Extracted data entries:
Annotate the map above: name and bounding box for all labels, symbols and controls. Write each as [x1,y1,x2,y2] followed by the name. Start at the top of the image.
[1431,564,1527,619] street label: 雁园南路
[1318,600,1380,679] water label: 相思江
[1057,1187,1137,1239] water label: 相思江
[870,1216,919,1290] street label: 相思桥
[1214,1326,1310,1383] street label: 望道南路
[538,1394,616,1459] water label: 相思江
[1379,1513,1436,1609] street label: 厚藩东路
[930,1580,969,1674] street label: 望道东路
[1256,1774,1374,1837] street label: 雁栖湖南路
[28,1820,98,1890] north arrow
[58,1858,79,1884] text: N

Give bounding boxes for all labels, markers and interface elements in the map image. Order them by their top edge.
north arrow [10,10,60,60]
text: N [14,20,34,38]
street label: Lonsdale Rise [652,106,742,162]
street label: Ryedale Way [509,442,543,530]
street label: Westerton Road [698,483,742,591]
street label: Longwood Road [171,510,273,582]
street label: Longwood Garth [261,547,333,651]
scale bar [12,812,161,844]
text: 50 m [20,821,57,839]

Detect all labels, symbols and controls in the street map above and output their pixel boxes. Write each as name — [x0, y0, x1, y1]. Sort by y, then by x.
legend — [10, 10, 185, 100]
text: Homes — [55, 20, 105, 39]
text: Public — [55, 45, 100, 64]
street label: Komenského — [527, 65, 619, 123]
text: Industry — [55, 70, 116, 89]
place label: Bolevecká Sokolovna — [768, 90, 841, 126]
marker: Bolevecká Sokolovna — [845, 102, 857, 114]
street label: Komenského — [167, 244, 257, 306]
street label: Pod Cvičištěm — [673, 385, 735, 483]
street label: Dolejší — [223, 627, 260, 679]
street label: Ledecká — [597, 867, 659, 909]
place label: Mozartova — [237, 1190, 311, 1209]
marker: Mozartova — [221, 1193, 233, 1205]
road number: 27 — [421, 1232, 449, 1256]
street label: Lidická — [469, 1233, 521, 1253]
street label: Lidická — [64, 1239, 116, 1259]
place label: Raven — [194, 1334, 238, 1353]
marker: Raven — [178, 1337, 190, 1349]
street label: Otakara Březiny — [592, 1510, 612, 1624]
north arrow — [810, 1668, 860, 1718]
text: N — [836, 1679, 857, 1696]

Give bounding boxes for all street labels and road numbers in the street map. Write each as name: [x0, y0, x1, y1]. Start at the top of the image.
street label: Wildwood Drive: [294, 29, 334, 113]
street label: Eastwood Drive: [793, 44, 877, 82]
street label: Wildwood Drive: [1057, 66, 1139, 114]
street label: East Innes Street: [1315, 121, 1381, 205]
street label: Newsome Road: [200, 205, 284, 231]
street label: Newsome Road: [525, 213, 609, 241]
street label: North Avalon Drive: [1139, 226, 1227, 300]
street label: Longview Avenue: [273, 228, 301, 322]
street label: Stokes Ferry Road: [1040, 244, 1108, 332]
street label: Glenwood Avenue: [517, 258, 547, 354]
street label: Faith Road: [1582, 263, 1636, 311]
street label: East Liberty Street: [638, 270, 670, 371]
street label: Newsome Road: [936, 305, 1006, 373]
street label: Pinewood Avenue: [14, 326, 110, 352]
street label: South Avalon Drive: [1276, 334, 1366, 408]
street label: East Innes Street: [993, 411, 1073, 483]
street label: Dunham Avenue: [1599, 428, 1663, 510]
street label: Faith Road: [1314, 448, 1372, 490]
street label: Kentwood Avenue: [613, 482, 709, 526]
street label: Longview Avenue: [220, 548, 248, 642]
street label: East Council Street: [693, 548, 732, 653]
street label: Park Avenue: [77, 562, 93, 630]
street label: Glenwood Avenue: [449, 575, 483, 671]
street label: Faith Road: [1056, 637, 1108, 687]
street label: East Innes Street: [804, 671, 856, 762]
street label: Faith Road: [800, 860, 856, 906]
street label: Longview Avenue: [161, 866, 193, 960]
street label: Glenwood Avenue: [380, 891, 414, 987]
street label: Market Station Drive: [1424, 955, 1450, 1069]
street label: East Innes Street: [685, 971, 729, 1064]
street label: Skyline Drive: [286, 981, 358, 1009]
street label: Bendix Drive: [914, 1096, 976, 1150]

Task item
Top to bottom, set down the entries above word for word.

Exercise result
Annotate the map above: name and bounding box for all labels, symbols and controls. Write each as [x1,y1,x2,y2] followed by the name. Start at the top of the image.
[1431,564,1527,619] street label: 雁园南路
[1318,600,1380,679] water label: 相思江
[1057,1187,1137,1239] water label: 相思江
[870,1216,919,1290] street label: 相思桥
[1214,1326,1310,1383] street label: 望道南路
[538,1394,616,1459] water label: 相思江
[1379,1513,1436,1609] street label: 厚藩东路
[930,1580,969,1674] street label: 望道东路
[1256,1774,1374,1837] street label: 雁栖湖南路
[28,1820,98,1890] north arrow
[58,1858,79,1884] text: N

Give bounding boxes for all labels, markers and interface elements in the map image. Order them by their top edge.
north arrow [10,10,60,60]
text: N [14,20,34,38]
street label: Lonsdale Rise [652,106,742,162]
street label: Ryedale Way [509,442,543,530]
street label: Westerton Road [698,483,742,591]
street label: Longwood Road [171,510,273,582]
street label: Longwood Garth [261,547,333,651]
scale bar [12,812,161,844]
text: 50 m [20,821,57,839]

Detect all labels, symbols and controls in the street map above and output their pixel boxes. Write each as name — [x0, y0, x1, y1]. Sort by y, then by x.
legend — [10, 10, 185, 100]
text: Homes — [55, 20, 105, 39]
text: Public — [55, 45, 100, 64]
street label: Komenského — [527, 65, 619, 123]
text: Industry — [55, 70, 116, 89]
place label: Bolevecká Sokolovna — [768, 90, 841, 126]
marker: Bolevecká Sokolovna — [845, 102, 857, 114]
street label: Komenského — [167, 244, 257, 306]
street label: Pod Cvičištěm — [673, 385, 735, 483]
street label: Dolejší — [223, 627, 260, 679]
street label: Ledecká — [597, 867, 659, 909]
place label: Mozartova — [237, 1190, 311, 1209]
marker: Mozartova — [221, 1193, 233, 1205]
road number: 27 — [421, 1232, 449, 1256]
street label: Lidická — [469, 1233, 521, 1253]
street label: Lidická — [64, 1239, 116, 1259]
place label: Raven — [194, 1334, 238, 1353]
marker: Raven — [178, 1337, 190, 1349]
street label: Otakara Březiny — [592, 1510, 612, 1624]
north arrow — [810, 1668, 860, 1718]
text: N — [836, 1679, 857, 1696]

Give bounding boxes for all street labels and road numbers in the street map. Write each as name: [x0, y0, x1, y1]. Start at the top of the image.
street label: Wildwood Drive: [294, 29, 334, 113]
street label: Eastwood Drive: [793, 44, 877, 82]
street label: Wildwood Drive: [1057, 66, 1139, 114]
street label: East Innes Street: [1315, 121, 1381, 205]
street label: Newsome Road: [200, 205, 284, 231]
street label: Newsome Road: [525, 213, 609, 241]
street label: North Avalon Drive: [1139, 226, 1227, 300]
street label: Longview Avenue: [273, 228, 301, 322]
street label: Stokes Ferry Road: [1040, 244, 1108, 332]
street label: Glenwood Avenue: [517, 258, 547, 354]
street label: Faith Road: [1582, 263, 1636, 311]
street label: East Liberty Street: [638, 270, 670, 371]
street label: Newsome Road: [936, 305, 1006, 373]
street label: Pinewood Avenue: [14, 326, 110, 352]
street label: South Avalon Drive: [1276, 334, 1366, 408]
street label: East Innes Street: [993, 411, 1073, 483]
street label: Dunham Avenue: [1599, 428, 1663, 510]
street label: Faith Road: [1314, 448, 1372, 490]
street label: Kentwood Avenue: [613, 482, 709, 526]
street label: Longview Avenue: [220, 548, 248, 642]
street label: East Council Street: [693, 548, 732, 653]
street label: Park Avenue: [77, 562, 93, 630]
street label: Glenwood Avenue: [449, 575, 483, 671]
street label: Faith Road: [1056, 637, 1108, 687]
street label: East Innes Street: [804, 671, 856, 762]
street label: Faith Road: [800, 860, 856, 906]
street label: Longview Avenue: [161, 866, 193, 960]
street label: Glenwood Avenue: [380, 891, 414, 987]
street label: Market Station Drive: [1424, 955, 1450, 1069]
street label: East Innes Street: [685, 971, 729, 1064]
street label: Skyline Drive: [286, 981, 358, 1009]
street label: Bendix Drive: [914, 1096, 976, 1150]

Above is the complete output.